◆ WHAT YOU SHOULD DO
Only the lines with "lane" in them need to be copied from the listing.

=== RECORDED DATA ===

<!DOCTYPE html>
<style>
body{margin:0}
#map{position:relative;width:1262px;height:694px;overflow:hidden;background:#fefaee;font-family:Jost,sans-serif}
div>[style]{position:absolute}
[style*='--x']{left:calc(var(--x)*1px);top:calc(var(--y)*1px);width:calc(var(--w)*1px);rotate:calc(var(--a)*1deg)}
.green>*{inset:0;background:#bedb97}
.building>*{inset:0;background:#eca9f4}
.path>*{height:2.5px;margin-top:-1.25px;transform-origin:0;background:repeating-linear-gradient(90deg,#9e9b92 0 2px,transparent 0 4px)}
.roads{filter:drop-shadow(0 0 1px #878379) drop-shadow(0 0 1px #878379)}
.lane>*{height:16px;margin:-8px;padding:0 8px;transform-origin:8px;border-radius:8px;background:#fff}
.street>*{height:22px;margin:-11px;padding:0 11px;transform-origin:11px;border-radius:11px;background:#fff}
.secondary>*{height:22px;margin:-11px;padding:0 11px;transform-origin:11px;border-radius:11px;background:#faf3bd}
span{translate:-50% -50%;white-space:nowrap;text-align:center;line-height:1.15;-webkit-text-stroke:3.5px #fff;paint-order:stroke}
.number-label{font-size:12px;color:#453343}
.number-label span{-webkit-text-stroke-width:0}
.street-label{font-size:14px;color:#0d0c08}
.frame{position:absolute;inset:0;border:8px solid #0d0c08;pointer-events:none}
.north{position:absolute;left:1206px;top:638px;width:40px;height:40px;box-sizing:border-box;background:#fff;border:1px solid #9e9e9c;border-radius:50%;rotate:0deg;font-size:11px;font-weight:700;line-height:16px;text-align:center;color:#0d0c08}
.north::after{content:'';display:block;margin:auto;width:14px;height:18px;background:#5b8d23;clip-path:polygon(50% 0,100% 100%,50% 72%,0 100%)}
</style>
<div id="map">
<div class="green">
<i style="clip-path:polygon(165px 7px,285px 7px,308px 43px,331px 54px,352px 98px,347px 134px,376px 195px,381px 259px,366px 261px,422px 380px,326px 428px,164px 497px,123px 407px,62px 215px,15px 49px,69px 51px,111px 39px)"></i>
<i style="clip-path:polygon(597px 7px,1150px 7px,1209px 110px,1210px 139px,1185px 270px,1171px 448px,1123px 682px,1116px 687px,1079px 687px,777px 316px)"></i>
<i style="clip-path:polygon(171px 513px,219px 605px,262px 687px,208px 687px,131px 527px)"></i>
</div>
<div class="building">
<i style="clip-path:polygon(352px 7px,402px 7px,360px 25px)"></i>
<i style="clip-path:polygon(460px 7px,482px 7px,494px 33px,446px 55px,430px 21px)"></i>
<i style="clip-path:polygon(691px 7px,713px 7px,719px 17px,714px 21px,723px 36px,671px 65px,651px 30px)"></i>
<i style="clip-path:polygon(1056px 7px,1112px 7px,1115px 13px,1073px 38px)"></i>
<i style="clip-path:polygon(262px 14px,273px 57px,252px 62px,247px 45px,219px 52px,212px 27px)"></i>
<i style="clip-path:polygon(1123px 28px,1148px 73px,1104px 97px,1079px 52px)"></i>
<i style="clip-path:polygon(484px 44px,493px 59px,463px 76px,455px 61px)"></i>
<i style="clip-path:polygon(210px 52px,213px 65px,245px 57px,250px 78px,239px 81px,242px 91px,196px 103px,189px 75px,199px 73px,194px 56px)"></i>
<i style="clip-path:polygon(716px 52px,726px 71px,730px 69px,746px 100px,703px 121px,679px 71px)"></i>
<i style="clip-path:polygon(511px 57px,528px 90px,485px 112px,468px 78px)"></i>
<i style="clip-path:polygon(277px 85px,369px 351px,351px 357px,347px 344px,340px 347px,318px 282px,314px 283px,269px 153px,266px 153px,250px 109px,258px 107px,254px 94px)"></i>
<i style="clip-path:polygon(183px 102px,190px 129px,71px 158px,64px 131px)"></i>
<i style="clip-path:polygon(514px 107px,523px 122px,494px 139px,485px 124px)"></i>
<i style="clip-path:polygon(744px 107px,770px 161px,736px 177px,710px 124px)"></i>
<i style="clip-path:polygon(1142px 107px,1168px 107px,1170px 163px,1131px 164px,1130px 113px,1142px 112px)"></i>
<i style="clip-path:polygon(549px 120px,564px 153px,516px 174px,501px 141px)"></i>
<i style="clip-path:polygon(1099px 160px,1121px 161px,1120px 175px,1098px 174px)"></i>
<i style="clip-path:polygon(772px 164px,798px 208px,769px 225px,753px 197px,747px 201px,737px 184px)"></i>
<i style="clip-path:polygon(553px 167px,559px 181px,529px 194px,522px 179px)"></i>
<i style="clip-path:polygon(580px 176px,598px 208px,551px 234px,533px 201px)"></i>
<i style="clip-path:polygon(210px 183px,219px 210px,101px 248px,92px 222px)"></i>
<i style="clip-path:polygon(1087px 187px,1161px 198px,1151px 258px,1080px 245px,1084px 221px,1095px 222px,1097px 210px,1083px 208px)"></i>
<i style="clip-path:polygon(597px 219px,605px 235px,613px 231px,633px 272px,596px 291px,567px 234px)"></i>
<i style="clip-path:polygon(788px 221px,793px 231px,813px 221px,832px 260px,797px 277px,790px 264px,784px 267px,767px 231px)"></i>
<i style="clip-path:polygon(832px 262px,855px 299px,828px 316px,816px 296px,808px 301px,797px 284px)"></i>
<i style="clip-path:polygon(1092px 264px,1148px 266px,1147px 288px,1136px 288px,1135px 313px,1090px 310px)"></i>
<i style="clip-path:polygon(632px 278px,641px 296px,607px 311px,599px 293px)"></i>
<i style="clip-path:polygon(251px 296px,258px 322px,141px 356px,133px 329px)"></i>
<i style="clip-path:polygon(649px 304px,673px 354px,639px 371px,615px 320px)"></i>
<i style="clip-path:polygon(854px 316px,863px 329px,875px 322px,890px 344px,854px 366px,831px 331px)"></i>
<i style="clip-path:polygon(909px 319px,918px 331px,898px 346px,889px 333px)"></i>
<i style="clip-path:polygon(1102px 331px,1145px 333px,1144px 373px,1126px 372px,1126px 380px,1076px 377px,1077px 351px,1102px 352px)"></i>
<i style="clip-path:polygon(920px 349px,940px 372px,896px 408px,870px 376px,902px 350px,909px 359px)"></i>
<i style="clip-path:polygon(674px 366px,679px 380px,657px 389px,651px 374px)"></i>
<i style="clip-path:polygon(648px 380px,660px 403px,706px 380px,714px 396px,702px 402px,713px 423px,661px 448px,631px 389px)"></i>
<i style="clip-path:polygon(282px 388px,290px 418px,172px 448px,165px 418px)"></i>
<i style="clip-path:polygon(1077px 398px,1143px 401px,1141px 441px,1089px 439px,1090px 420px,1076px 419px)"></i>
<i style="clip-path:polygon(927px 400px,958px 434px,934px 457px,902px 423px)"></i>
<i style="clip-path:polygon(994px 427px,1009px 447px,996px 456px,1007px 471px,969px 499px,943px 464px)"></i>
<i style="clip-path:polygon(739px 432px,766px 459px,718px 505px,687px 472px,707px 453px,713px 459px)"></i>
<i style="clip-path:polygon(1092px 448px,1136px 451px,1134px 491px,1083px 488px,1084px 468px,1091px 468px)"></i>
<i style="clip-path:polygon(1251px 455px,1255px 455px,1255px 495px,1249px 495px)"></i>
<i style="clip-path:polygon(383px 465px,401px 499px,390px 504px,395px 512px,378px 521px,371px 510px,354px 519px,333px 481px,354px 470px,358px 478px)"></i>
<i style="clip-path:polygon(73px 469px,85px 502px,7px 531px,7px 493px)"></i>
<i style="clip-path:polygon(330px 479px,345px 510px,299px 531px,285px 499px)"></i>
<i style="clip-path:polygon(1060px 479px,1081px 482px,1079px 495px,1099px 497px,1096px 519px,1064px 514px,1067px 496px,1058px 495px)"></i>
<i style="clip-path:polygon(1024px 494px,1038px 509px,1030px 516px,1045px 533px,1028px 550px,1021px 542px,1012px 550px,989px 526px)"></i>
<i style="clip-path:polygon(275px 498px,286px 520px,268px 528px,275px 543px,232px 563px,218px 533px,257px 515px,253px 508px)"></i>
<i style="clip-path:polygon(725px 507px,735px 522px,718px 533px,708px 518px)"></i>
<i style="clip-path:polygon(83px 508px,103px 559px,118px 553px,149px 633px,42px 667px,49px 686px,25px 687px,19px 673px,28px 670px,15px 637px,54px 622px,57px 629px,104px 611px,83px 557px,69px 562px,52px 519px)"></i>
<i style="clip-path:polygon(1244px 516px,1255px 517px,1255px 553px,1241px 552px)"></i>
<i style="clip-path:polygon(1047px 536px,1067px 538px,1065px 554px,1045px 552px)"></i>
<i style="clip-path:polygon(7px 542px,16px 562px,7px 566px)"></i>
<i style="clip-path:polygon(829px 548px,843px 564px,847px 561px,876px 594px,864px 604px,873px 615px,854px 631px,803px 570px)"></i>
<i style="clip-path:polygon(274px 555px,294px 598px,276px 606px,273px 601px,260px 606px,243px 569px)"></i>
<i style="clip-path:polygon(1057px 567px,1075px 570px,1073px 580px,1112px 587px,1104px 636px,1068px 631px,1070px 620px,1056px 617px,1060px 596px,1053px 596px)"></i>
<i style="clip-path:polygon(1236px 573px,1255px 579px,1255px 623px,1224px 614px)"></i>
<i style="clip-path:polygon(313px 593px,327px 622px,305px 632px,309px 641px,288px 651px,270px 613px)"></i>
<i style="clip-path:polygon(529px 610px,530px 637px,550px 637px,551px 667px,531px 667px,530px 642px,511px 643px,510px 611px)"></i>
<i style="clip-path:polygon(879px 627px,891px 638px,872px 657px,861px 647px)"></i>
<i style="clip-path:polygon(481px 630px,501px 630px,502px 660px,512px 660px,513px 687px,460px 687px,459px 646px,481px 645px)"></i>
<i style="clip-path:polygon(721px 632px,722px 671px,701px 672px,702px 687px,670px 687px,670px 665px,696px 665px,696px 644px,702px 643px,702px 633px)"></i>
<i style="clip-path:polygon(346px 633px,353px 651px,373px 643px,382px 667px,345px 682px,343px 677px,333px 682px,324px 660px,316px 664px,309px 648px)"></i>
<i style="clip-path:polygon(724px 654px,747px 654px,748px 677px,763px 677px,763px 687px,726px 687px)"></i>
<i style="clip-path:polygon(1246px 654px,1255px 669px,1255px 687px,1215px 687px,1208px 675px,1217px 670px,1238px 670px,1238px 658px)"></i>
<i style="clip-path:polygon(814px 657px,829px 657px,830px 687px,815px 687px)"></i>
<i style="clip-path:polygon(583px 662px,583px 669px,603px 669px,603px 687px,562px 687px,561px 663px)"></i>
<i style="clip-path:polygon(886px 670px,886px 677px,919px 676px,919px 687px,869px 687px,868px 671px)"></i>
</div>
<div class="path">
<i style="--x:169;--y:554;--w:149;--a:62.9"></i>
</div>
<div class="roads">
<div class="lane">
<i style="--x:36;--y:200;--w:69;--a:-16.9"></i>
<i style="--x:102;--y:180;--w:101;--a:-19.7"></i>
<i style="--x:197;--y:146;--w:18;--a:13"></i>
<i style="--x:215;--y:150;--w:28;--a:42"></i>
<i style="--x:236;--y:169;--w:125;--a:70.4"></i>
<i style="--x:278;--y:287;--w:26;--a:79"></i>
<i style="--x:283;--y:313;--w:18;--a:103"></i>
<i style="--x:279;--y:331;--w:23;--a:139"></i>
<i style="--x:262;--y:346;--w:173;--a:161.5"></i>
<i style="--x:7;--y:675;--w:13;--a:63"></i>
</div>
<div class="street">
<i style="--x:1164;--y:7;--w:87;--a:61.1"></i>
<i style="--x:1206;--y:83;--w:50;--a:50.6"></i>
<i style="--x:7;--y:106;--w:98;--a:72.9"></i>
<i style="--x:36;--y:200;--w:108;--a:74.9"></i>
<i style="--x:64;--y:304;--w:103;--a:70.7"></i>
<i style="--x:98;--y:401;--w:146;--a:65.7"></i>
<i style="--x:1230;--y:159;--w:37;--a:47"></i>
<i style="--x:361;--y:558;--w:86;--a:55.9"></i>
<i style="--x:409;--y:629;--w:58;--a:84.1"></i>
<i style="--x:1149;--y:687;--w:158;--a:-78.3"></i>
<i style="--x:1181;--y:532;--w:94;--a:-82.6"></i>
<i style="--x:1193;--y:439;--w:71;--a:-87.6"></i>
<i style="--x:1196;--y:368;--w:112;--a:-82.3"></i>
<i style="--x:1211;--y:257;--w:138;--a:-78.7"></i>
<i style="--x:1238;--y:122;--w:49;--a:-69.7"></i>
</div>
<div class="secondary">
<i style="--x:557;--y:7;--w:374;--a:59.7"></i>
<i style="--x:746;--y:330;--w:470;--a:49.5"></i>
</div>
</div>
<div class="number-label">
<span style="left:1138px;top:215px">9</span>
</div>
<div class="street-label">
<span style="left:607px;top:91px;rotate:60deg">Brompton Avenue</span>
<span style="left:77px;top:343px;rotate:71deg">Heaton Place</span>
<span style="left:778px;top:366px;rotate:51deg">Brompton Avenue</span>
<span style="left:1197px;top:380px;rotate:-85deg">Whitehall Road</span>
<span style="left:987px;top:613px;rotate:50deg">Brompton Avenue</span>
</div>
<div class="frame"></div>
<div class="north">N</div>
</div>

===

◆ RESPONSE AREA
.lane>*{height:16px;margin:-8px;padding:0 8px;transform-origin:8px;border-radius:8px;background:#fff}
<div class="lane">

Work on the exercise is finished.